However, neither the Commission nor its Judges have the authority to decide the issue of the Constitutionality of the Act.   In Secretary of Labor v. Dreher Pickle Co.,   Similarly, in this case Judge Oringer did not have jurisdiction to decide whether Section 5(a)(1) of the Act is unconstitutional.   Public Utilities Commission v. U.S., 355 U.S. 534 (1958), rehearing denied, 356 U.S. 925 (1958); Engineers Public Service Co. v. SEC, 78 U.S. App. D.C. 199, 138 F.2d 936, 952 (1943); vacated as moot 332 U.S. 788 (1947). See also, 73 C.J.S., Public Administrative Bodies and Procedure, Section 67; 3 Davis, Administrative Law Treatise, Section 20.04.

Accordingly, I concur in the   affirmation of the Judge's opinion but would not adopt his discussion regarding Constitutionality.

  [The Judge's decision referred to herein follows]

ORINGER, JUDGE, OSAHRC: This is a proceeding under Section 10(c) of the Occupational Safety and Health Act of 1970, 29 U.S.C. 651 et seq. (hereinafter referred to as "the Act") to review a citation alleging "serious violation" issued by the Secretary of Labor (hereinafter referred to as "the Secretary"), pursuant to Section 9(a) of the Act, and a proposed assessment of penalties thereon issued pursuant to Section 10(a) of the said Act.

The Secretary issued a citation, dated August 9, 1971, alleging a serious violation of Section 5(a)(1) of the Act to the Respondent REA Express, Inc., (hereinafter referred to as "REA").   The citation related that the Respondent allegedly violated Section 5(a)(1) of Public Law 91-596 (O.S.H.A.) and described the violation as follows: "Place of employment furnished to employees by employer not free from recognized hazards that the causing or are likely to cause death or serious physical harm to his employees." The citation required abatement by August 30, 1971.   The penalty proposed was in the sum of $900.00 and the notification thereof was dated August 9, 1971.   The Respondent served notice of intention to contest the citation and proposed penalty on the Secretary by letter dated August 26, 1971.

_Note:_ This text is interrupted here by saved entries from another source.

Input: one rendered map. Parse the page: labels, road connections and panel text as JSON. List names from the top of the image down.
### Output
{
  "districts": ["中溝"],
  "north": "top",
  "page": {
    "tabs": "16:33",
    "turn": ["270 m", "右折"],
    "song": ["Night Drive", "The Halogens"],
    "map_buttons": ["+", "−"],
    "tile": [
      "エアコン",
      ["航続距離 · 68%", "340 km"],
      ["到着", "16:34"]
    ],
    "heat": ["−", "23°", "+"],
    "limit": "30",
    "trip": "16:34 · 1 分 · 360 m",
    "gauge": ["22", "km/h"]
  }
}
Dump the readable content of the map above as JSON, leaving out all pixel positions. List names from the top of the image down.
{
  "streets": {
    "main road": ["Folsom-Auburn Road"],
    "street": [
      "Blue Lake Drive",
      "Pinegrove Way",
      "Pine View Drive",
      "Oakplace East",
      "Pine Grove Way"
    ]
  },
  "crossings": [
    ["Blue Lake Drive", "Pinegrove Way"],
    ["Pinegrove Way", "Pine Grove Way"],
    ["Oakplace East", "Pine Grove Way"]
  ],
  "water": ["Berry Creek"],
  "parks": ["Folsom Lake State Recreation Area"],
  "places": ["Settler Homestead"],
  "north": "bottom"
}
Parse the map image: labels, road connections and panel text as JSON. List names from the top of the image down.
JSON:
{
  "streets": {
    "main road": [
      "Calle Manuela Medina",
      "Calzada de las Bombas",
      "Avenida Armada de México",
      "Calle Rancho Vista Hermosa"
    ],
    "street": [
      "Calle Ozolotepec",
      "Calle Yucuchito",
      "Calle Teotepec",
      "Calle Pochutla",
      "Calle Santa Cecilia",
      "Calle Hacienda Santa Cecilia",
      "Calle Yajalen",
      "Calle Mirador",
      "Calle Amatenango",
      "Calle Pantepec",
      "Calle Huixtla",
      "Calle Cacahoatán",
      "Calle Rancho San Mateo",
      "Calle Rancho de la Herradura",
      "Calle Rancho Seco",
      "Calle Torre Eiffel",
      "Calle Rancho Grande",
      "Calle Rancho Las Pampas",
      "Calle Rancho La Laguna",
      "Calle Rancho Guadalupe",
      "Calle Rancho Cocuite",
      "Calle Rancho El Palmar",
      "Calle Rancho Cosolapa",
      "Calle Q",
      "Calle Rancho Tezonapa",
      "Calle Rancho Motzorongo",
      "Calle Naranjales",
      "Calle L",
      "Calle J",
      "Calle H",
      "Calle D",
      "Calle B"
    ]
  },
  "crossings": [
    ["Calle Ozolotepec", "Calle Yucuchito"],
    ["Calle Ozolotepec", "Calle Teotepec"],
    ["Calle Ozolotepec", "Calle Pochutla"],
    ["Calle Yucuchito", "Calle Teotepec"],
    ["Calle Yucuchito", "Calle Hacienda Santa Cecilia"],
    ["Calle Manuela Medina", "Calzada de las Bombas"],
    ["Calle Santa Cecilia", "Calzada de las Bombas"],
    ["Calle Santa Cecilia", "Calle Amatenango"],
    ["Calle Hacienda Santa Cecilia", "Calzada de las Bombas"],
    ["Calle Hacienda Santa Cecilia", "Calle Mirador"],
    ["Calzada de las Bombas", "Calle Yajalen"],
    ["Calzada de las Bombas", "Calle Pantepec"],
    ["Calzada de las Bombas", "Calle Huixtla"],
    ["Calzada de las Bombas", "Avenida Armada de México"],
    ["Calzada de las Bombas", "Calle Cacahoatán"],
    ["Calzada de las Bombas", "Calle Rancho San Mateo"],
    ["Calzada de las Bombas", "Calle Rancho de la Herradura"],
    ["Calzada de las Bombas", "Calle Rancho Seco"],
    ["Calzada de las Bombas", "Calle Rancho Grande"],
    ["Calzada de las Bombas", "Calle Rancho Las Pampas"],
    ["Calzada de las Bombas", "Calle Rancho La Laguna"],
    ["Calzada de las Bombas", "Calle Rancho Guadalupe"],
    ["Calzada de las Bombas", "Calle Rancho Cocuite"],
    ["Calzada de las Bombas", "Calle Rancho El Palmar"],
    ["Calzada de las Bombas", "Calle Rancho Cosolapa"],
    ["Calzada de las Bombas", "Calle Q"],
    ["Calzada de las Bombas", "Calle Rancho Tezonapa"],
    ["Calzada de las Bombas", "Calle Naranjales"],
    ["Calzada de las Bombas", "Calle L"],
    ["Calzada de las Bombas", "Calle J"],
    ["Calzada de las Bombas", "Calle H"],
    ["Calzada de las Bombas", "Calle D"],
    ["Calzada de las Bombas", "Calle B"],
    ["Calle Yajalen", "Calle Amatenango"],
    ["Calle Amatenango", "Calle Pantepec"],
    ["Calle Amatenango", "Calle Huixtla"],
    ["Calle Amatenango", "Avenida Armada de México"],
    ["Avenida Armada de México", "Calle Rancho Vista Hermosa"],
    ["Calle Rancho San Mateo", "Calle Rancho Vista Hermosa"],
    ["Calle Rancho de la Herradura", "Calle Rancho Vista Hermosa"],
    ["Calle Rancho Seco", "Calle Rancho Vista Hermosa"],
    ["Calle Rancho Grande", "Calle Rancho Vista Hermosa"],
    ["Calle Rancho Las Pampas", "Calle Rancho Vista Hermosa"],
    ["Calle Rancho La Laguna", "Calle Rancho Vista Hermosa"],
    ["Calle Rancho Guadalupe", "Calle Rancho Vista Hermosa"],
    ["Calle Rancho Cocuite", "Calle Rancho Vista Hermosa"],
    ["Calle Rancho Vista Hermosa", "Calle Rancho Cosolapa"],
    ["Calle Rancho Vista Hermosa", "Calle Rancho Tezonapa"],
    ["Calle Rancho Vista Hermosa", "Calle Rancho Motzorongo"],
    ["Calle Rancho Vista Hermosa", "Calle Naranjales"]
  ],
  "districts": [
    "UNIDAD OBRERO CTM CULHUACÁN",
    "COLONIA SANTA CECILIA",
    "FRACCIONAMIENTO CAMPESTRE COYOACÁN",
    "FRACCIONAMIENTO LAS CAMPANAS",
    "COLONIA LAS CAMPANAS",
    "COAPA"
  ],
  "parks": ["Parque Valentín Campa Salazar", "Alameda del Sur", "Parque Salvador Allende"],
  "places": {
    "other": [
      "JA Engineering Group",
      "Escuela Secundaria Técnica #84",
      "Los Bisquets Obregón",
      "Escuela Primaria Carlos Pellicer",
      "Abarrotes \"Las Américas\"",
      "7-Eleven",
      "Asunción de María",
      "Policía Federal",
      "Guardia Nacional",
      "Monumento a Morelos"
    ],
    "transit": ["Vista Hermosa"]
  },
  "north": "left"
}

The Secretary did not advise the Commission as to what date the notification of proposed penalty was received by the Respondent and no objection was raised by the Secretary concerning jurisdiction.   While failure to object as far as jurisdiction is concerned would not confer jurisdiction upon this Commission, the Judge takes judicial notice that the mailing took some time   prior to being received by the Respondent and, inasmuch as there is no proof of failure to serve notice of contest within fifteen days, the undersigned considers the notice of contest timely made.   This cause was received by the Occupational Safety and Health Review Commission pursuant to Section 10(c) of the Act on September 2, 1971, and, on September 9, 1971, the case was assigned to Judge David G. Oringer, pursuant to Section 12(e) of the Act.   On September 15, 1971, a motion was made by the Secretary to consolidate this cause with the case of the Secretary v. FEC Inc. (Case Docket No.   17) pending before Judge David H. Harris, predicated upon the fact that both cases arose out of the same events at the same workplace, and at the same time.   The Secretary further averred that a single hearing would enable the parties to present all the factual and legal issues upon which a full adjudication could be effected.   No opposition appearing to this motion, the case was consolidated by order dated September 24, 1971, and assigned to Judge David G. Oringer for hearing and disposition.   By order dated October 5, 1971, a pre-hearing conference was ordered for October 20, 1971, by the undersigned Judge.   The pretrial conference took place on October 20, 1971, before Judge David G. Oringer with Edward F. Beane and Mary E. Cerbone, Esquires, representing the Secretary; Max Goldweber, Esquire, representing Respondent FEC, and John M. McCabe, Esquire, representing Respondent REA.   Mr. Frank Traugott of FEC was also present.   At the pre-trial conference, it was decided to entitle the matter Secretary v. FEC, Inc. and REA Express Company Docket Nos. 17 and 28.   It was also agreed, with no objections, that while cases were tried simultaneously, two separate decisions would be issued.   The pre-hearing conference resulted   in the narrowing of the issues, and on order by the Judge, for complaints and answers to be issued.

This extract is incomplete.